There are three more related dimensions. We have a research effort that’s looking at applying machine-learning to dynamic data transformation. This has to do with ensuring that data that is stored in different schemas can be dynamically transformed and analysed. Then there is a technique called fuzzy matching, which is tied to the privacy enhancing technology. It is about the ability to recognise and match with confidence one unit of record in a database within an enterprise, with another unit of record in another enterprise, referencing the same individual or underlying asset, without ever actually describing the identity of the individual or the asset.
In cybersecurity, we are focused on three primary areas. One is building trustworthy and resilient cyber-systems.
We are trying to achieve provable trustworthiness, which is the ultimate assurance that the systems can be trusted and operated as specified. This involves formal software verification, using machine-checked mathematical proof. In terms of scope, it is equivalent to the creation of the discipline of software engineering 45 years ago.
We want to specify and quantify security using formal methods. We are specifying and verifying communication protocols. We are specifying software architecture and security properties. It will allow formal verification of the functional and non-functional properties of the components against security requirements.
The next area is large-scale formal verification. This is about techniques for reducing the cost of formally verifying systems, so that more systems can adopt this approach. Particularly, we are working on ways to automatically generate codes and correctness proofs and a verified high level language framework allowing increased verification productivity. Proof engineering which involves developing and maintaining large proof bases that have millions of lines of code is another area.
We are looking at new approaches to mission-critical and life-critical systems. At an architectural level our goal is resilience, the ability of systems to maintain minimum or critical functionality in the face of an attack or component failure and to be able to recover as safely and as soon as possible.
The second one is risk-based cybersecurity approaches and shared awareness. This is looking at risk and understanding risk in a particular context to dynamically inform security policy.
The third area is strengthening the machine and social dimension of cybersecurity. We recognise that cybersecurity is a systems problem and that it cannot be solved without taking all aspects of the system into account. This includes the human element. Social, legal, economic and policy considerations come into play. We are looking deeper into human behaviours and how those behaviours are influenced by different factors, such as technology design.

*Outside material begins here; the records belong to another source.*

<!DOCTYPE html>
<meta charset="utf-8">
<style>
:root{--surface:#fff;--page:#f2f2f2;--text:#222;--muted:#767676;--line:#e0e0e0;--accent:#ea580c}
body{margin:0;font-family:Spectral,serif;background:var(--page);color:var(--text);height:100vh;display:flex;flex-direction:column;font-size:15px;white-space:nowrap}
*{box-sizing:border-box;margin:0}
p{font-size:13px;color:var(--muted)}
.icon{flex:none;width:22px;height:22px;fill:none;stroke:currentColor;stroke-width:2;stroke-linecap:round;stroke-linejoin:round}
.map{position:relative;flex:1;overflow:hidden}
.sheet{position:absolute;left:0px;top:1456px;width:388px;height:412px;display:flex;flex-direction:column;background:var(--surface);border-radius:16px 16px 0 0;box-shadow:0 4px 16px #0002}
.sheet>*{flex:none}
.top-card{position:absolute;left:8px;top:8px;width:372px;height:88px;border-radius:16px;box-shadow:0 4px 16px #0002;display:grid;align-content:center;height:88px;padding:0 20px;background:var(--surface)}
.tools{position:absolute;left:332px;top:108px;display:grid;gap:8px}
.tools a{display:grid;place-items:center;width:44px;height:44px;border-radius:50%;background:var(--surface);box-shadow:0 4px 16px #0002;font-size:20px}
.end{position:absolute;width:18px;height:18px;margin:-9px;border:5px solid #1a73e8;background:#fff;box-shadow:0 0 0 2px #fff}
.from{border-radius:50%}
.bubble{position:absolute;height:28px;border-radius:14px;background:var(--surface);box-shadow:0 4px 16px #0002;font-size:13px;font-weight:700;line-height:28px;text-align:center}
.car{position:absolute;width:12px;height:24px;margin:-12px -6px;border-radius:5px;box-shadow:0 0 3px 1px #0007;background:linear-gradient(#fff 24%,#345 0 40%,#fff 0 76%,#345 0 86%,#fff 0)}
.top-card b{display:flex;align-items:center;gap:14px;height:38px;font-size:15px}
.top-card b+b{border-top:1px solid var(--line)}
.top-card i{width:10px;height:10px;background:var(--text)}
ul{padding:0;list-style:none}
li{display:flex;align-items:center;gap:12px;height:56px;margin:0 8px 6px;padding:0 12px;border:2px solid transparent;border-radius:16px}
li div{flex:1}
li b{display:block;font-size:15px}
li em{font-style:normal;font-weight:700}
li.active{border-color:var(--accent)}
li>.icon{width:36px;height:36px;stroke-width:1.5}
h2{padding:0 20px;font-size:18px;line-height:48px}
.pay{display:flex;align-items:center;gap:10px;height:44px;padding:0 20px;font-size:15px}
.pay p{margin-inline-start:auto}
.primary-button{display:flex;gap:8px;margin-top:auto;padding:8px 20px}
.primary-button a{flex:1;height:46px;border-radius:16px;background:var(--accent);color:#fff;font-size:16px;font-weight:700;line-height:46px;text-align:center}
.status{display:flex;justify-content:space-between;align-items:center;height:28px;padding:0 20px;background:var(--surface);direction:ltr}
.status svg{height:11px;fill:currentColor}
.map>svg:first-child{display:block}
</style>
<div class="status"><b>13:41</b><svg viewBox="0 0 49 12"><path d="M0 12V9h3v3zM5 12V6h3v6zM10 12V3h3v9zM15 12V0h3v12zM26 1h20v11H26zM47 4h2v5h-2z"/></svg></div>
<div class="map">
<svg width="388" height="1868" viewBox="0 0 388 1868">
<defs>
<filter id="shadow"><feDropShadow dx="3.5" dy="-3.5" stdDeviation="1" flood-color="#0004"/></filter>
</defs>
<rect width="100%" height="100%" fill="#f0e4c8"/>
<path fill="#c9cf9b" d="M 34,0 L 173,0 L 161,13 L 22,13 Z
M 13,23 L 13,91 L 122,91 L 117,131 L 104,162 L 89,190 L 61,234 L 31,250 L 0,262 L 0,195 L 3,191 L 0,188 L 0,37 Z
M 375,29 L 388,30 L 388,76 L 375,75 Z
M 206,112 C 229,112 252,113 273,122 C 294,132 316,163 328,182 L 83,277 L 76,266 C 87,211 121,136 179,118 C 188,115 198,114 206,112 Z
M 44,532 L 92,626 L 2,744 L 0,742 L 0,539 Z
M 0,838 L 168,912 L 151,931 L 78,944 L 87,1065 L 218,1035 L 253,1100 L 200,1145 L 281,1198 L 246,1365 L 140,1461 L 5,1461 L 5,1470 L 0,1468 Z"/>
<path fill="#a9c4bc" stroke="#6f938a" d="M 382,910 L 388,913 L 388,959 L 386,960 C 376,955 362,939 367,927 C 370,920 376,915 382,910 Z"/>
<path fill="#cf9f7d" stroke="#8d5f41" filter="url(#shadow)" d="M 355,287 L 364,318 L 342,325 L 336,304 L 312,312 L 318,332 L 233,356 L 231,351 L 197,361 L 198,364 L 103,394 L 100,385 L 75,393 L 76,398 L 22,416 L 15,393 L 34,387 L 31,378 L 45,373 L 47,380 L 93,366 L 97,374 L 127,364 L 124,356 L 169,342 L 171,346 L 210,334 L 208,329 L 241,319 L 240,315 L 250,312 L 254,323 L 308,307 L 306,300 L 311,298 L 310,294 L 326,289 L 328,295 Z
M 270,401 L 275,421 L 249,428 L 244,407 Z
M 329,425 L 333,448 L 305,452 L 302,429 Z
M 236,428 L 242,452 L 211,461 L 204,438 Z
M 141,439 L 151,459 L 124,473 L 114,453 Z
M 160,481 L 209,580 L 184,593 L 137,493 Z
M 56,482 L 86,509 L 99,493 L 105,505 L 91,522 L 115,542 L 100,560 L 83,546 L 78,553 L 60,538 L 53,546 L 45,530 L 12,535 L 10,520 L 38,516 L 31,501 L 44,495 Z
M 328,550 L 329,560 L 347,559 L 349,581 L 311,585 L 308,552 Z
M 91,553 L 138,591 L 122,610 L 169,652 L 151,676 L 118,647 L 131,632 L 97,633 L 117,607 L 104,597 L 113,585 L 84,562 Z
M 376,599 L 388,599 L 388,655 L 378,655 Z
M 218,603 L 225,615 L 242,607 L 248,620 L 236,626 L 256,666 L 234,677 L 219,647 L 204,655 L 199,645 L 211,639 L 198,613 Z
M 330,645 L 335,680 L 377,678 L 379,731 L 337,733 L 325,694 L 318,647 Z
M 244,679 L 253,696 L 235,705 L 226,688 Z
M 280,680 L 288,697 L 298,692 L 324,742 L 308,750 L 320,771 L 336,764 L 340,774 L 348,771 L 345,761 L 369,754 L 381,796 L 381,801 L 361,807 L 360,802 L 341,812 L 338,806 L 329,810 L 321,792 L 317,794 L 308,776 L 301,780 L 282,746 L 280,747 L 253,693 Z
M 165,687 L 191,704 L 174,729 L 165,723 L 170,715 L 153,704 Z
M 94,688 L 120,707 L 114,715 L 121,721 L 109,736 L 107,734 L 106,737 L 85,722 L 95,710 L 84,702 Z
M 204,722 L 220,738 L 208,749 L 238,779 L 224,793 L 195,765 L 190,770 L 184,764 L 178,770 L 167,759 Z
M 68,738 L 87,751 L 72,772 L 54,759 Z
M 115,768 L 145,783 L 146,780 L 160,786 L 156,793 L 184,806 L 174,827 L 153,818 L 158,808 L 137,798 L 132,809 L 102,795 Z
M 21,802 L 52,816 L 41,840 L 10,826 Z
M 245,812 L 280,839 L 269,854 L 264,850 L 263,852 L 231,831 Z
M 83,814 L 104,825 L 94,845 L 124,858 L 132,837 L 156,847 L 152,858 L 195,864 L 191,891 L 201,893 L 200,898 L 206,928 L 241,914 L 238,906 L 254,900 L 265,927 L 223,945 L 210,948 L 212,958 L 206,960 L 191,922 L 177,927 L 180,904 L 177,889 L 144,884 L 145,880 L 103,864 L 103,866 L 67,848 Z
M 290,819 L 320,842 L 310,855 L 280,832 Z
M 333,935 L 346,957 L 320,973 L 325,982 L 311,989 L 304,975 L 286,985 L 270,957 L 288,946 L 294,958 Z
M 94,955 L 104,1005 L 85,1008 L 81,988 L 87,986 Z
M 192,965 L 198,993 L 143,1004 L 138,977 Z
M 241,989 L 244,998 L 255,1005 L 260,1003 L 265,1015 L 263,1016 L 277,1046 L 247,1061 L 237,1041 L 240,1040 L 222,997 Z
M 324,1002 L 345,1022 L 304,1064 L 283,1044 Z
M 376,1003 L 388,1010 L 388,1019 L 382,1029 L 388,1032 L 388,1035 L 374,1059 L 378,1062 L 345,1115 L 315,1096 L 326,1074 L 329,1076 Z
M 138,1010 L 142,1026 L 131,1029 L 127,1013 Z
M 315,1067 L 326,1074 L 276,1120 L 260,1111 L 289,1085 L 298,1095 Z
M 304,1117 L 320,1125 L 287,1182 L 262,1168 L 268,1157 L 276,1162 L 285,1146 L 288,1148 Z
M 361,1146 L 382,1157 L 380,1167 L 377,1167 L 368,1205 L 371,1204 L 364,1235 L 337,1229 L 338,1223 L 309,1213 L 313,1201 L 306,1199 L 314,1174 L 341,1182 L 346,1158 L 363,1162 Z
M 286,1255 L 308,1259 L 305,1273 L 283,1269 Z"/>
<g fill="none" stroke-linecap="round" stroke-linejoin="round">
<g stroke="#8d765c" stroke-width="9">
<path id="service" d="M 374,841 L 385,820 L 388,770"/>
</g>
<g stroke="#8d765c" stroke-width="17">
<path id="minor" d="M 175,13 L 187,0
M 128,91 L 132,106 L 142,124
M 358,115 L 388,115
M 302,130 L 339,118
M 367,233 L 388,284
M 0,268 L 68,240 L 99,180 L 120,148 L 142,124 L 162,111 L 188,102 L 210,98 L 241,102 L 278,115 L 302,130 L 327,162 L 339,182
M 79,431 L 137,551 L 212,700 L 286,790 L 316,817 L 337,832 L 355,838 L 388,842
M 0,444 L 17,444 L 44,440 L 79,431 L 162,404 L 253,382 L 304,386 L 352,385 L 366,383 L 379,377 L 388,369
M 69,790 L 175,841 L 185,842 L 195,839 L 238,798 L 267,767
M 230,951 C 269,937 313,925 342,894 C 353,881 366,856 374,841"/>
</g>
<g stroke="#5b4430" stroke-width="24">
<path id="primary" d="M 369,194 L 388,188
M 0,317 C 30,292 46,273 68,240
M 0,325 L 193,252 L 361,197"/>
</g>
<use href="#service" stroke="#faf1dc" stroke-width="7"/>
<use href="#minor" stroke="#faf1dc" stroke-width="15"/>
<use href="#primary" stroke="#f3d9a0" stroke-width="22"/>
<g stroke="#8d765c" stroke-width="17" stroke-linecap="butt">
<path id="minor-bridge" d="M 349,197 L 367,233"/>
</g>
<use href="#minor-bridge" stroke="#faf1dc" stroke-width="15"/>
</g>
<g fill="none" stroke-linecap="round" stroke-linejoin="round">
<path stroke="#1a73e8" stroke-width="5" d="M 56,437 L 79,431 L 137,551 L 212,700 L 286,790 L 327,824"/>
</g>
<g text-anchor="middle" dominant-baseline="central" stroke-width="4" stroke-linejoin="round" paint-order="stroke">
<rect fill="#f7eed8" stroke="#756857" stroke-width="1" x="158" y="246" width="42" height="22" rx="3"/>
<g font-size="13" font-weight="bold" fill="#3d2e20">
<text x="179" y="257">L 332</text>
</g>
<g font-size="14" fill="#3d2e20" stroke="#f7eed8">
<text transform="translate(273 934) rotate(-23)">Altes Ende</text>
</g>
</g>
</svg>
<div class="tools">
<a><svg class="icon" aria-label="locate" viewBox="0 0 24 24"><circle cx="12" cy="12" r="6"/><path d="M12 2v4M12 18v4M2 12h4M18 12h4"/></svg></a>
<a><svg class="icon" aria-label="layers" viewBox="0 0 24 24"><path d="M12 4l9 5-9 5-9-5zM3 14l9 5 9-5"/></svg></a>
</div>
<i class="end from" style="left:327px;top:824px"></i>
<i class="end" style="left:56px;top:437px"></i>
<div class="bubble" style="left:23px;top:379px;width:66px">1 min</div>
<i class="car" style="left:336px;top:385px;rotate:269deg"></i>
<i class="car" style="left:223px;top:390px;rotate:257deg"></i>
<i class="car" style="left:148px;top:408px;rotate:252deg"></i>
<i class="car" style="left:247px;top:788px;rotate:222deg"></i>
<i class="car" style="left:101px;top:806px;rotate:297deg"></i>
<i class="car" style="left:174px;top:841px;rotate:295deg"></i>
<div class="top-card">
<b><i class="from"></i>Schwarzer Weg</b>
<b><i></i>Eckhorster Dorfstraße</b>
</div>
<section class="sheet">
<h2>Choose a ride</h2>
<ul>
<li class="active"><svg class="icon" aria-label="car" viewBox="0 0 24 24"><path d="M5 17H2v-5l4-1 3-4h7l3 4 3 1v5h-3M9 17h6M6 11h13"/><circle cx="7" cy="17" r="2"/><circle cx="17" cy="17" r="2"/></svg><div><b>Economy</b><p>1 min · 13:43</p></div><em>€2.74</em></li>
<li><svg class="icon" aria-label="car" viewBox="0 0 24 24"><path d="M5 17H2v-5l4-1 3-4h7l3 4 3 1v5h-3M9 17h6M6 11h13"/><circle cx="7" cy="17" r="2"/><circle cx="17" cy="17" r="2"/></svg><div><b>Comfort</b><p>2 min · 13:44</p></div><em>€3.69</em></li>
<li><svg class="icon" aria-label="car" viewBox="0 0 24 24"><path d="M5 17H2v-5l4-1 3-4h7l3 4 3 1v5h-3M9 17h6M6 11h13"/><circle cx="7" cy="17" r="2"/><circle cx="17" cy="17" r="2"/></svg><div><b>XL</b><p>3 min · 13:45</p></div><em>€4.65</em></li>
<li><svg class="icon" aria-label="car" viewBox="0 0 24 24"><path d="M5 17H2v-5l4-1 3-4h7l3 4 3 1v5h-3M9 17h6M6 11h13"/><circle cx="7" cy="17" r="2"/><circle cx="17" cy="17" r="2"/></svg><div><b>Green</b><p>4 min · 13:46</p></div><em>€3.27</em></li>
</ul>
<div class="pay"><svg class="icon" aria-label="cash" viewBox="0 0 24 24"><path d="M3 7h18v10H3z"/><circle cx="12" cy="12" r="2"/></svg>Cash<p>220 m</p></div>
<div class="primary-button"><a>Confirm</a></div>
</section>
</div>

Can you tell us about the Blockchain study by Data61?
The report is due to be submitted to Treasury in the first quarter of 2017. It’s still early days for Blockchain. We are conducting research into not only the industries and areas where we think Blockchain will be used. We are also looking at the underlying protocols and if they are robust enough for some of the applications being discussed.
Within that we are looking at things like supply chain, traceability through a supply chain and remittance payments. We are also looking at new architectures for government registries.
Before we wind up, can I ask what is the biggest challenge in your view achieving the full potential of a data-driven world?
I think the biggest challenge from a technology point of view would be data integrity. In the past, there has been lot of emphasis on confidentiality and availability. As we move to a world with greater levels of automation data integrity is going to become a much larger issue.